**PROVIDED MATERIAL:**

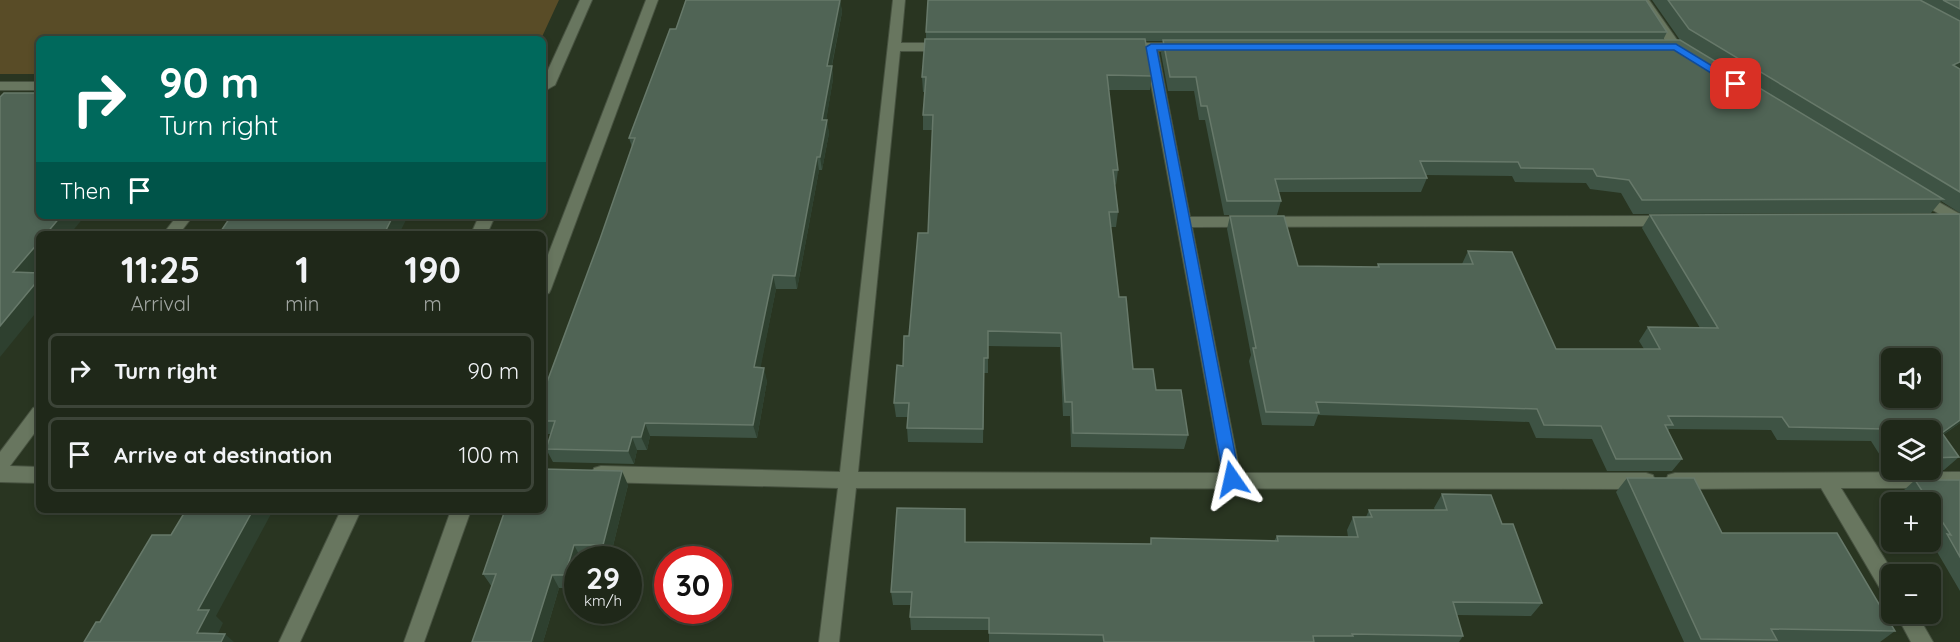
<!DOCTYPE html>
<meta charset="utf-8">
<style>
body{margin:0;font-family:Quicksand,sans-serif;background:#2c3426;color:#f1f3f6;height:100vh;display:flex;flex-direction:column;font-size:22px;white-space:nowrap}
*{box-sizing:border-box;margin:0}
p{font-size:20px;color:#a1a6a2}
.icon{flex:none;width:33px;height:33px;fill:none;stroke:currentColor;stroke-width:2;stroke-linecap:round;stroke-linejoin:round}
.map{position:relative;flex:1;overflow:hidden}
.panel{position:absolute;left:36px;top:231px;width:510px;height:282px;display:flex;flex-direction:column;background:#1f2819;border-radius:9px;box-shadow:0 3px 9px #0003,0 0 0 2px #3c4438}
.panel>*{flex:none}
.guide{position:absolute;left:36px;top:36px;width:510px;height:183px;border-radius:9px;box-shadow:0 3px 9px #0003,0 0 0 2px #3c4438;background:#00695c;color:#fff;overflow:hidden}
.fabs{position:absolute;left:1881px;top:348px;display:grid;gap:12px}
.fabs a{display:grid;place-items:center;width:60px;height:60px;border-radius:9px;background:#1f2819;box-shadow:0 3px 9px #0003,0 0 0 2px #3c4438;font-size:30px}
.speed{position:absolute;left:564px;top:546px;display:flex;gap:12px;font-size:30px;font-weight:700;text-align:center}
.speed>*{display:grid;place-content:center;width:78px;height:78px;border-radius:50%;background:#1f2819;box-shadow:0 3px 9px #0003,0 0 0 2px #3c4438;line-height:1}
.speed small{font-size:15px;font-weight:400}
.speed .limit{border:9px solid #d22;background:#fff;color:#111}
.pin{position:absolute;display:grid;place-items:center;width:51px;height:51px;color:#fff;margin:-26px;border-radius:12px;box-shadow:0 3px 9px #0006}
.me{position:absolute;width:66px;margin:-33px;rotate:349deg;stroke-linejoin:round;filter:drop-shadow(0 0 4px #0008)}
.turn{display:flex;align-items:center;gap:21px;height:126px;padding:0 24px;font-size:27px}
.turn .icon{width:78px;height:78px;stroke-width:2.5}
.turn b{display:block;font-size:42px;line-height:51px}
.then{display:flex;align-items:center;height:57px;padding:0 24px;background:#0003;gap:12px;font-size:22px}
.eta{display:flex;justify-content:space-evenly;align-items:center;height:102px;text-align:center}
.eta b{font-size:36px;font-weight:700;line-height:42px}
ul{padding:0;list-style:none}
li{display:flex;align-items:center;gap:18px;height:75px;margin:0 12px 9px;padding:0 12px;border:3px solid #3c4438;border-radius:9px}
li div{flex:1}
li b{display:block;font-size:22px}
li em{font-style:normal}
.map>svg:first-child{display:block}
.green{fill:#594c27}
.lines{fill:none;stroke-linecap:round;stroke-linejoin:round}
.minor-casing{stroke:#475240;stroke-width:2}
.minor{fill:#68765f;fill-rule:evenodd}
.wall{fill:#3e5344;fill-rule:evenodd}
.shaded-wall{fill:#2e402f}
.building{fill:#506455;stroke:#67796a;stroke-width:1.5;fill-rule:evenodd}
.route{fill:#1a73e8;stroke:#114b97;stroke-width:1.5}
</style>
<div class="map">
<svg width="1960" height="642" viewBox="0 0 1960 642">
<rect width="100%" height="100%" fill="#293521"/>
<!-- green -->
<polygon class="green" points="0,0 559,0 541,39 39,39 39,74 0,74"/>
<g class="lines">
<!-- minor casing -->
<g class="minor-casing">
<g id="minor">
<polygon points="580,0 592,0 555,85 548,89 543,88 543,81"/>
<polygon points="646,0 658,0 551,289 549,293 543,295 543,268"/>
<polygon points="893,0 905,0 901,43 947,43 953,47 947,51 900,51 858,472 1222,473 1145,51 1125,51 1119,47 1125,43 1184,43 1188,44 1190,47 1188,50 1158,51 1190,217 1667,216 1675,221 1667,226 1192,227 1240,473 1646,473 1653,475 1655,481 1653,487 1646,489 856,488 839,642 819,642 838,488 601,482 594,480 592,474 594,468 601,466 840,472"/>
<polygon points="1637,0 1649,0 1682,47 1680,50 1658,50 1656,47 1658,44 1667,43"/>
<rect x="0" y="82" width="39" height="8"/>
<polygon points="1917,190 1960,214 1960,226 1912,198 1910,195 1912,192"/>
<polygon points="177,216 193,216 179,234 163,234"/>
<polygon points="479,216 495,216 487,234 471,234"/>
<polygon points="39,406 39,427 10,466 39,467 39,483 0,482 0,452 33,408"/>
<polygon points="1960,472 1960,488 1841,488 1894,574 1892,574 1892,599 1885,597 1821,488 1675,489 1668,487 1666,481 1668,475 1675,473"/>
<polygon points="341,510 361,510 300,642 279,642"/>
<polygon points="451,510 471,510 424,642 404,642"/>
<polygon points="1896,614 1917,614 1933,642 1911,642"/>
</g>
</g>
<!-- minor -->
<use href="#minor" class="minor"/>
</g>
<!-- wall -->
<g class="wall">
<polygon points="840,0 842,12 832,66 833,79 826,120 829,133 822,170 819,170 797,289 776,289 760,368 767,381 757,438 650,436 647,450 637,450 634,464 553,462 546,449 551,434 543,434 543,393 600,239 632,147 629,138 676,29"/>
<polygon points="1652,0 1960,0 1960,213 1941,201 1931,213 1633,214 1621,193 1590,189 1586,183 1515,182 1512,176 1425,175 1427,178 1421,192 1278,192 1281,201 1277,215 1224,215 1205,120 1199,120 1194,91 1168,91 1161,53 1163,41 1145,41 1152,76 1150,90 1109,90 1118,170 1116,185 1115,184 1118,212 1116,227 1110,227 1119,297 1133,369 1156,390 1188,435 1184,449 1071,447 1070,416 1063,416 1060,347 988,346 988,373 984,373 983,443 908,442 907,428 908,417 896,417 894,403 903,366 928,233 932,130 923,130 923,115 925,92 923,92 922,77 926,39 926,32 1667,32 1663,40 1680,40"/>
<path d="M 1960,214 L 1960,423 L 1943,435 L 1959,457 L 1944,470 L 1890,471 L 1871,441 L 1777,440 L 1771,430 L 1669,429 L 1668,431 L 1682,459 L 1672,471 L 1607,471 L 1592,439 L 1536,438 L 1529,422 L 1318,415 L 1314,426 L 1262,425 L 1249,361 L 1251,355 L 1227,229 L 1230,216 L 1298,266 L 1377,267 L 1378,264 L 1462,264 L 1468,251 L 1556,349 L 1644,349 L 1639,341 L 1648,327 L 1700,328 L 1642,228 L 1650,215 ZM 1892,430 L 1930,430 L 1930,470 L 1892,470 Z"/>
<polygon points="1627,478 1722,533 1895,631 1880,642 1684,642 1616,492"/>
<polygon points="1915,480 1960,480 1960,591 1933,545 1936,543 1930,534 1930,502 1910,502 1903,491"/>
<polygon points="628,485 610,558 581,558 580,560 578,560 572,588 559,588 543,642 472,642 492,587 483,574"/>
<polygon points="1442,494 1502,524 1542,603 1531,616 1457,615 1463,636 1459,642 989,642 989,630 911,630 910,617 911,605 893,605 891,592 965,542 1150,544 1151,538 1274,541 1277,536 1348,537 1347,530 1353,517 1366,517 1369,510 1435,510 1434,508"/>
</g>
<!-- shaded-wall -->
<g class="shaded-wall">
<polygon points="840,0 842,12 829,79 827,66"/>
<polygon points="1960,62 1960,71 1953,65"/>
<polygon points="832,66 833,79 824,133 822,120"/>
<polygon points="827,120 829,133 822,170 820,157"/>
<polygon points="817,157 819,170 797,289 795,276"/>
<polygon points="61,216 85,216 70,234 46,234"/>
<polygon points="393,216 408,216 399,234 384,234"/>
<polygon points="39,242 39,271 26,286 13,272"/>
<polygon points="773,275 776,289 758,381 754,367"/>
<polygon points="39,279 39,309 0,357 0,326"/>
<polygon points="764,368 767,381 757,438 753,425"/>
<polygon points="1960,420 1960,423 1930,443 1942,433"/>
<polygon points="645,423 650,436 647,450 641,437"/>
<polygon points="632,437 637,450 634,464 628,451"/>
<polygon points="622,471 628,485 610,558 603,545"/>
<polygon points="253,510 267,510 271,514 216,616 223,623 214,642 197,633 198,610"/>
<polygon points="574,545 581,558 580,560 578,560 578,569 572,588 565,575"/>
<polygon points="552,575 559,588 543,642 531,642"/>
<polygon points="225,634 234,642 221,642"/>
</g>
<!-- building -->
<g class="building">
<polygon points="686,0 840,0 827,66 832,66 822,120 827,120 820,157 817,157 795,276 773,275 754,367 764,368 753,425 645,423 641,437 632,437 628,451 546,449 555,421 543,421 543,393 600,239 635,138 629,138 670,29 676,29"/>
<polygon points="928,0 1646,0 1667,32 926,32"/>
<polygon points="1668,0 1920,0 1960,21 1960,62 1953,65 1960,69 1960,192 1689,29"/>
<polygon points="1943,0 1960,0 1960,9"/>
<polygon points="925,39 1145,39 1152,76 1107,75 1118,170 1113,170 1118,212 1109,212 1119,297 1126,297 1133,369 1153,369 1156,390 1181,390 1188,435 1073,433 1072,402 1065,402 1061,333 988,331 988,358 984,358 983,429 907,428 909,403 894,403 897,365 903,366 904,336 909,336 918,233 928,233 933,115 923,115 926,77 922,77"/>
<polygon points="1163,40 1680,40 1943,199 1642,200 1629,180 1597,176 1593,169 1521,168 1518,162 1420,161 1427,178 1275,179 1281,201 1227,201 1207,106 1201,106 1196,77 1170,77"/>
<polygon points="4,93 39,93 39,216 61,216 46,234 39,234 39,242 13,272 39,273 39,279 0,326 0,97"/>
<path d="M 1960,214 L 1960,420 L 1942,433 L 1959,457 L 1930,458 L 1930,430 L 1892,430 L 1892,440 L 1884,429 L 1789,427 L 1782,417 L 1668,416 L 1673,425 L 1665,425 L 1682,459 L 1616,459 L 1601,426 L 1544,425 L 1537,409 L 1316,402 L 1319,413 L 1266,412 L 1253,348 L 1256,348 L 1230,216 L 1284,216 L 1298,266 L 1379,267 L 1378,264 L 1473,264 L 1468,251 L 1512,252 L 1556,349 L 1660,349 L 1648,327 L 1718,328 L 1650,215 ZM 1892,358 L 1930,358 L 1930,398 L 1892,398 Z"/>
<polygon points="231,216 393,216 384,234 219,234"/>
<polygon points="543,469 622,471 603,545 574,545 565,575 552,575 531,642 472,642 496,574 483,574 505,510 543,510"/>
<polygon points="1627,478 1694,478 1722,533 1837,533 1895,631 1771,629 1777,640 1701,639"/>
<polygon points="1915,480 1960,480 1960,557 1947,534 1951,535"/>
<polygon points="1442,494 1491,495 1502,524 1513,524 1542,603 1453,602 1463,636 1352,634 1353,636 1313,636 1314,642 1104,642 1103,635 989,633 989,618 910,617 912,592 891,592 897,508 965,509 965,542 1151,544 1151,538 1278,541 1277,536 1358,537 1353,517 1372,517 1369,510 1447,510"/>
<polygon points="186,510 253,510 198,610 209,610 197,633 225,634 221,642 84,642 96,622 100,622 152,535 171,535"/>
</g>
<!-- route -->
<polygon class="route" points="1151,44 1676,44 1742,84 1736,87 1732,86 1674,50 1157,50 1240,479 1237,484 1232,486 1226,484 1224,479 1146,47"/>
</svg>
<div class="fabs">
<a><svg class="icon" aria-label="sound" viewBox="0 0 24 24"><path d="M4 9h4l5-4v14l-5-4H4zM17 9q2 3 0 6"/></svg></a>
<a><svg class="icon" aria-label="layers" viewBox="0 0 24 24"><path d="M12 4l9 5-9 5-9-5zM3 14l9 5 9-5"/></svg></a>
<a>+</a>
<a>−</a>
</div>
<div class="speed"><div>29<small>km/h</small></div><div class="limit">30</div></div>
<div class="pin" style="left:1736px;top:84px;background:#d93025"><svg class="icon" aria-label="arrive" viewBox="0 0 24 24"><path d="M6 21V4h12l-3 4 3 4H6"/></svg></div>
<svg class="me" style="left:1232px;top:479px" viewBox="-20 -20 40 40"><path d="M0-17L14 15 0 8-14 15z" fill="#1a73e8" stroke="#fff" stroke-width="4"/></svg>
<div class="guide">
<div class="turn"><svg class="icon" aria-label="right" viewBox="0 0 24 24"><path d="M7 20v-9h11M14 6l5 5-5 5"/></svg><div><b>90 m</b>Turn right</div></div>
<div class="then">Then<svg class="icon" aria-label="arrive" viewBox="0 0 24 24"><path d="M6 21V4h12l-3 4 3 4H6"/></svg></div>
</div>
<section class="panel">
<div class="eta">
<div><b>11:25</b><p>Arrival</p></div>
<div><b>1</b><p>min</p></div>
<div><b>190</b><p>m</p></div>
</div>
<ul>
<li><svg class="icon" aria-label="right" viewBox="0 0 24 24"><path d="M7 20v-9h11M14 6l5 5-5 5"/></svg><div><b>Turn right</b></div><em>90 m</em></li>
<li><svg class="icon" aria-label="arrive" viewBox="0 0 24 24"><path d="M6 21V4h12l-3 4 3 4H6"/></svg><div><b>Arrive at destination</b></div><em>100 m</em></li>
</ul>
</section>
</div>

**ASSIGNMENT:**
Considering only the records above, state the number of lines that include the word "rule", with nothing added.

**ANSWER TO THE EXERCISE:**
3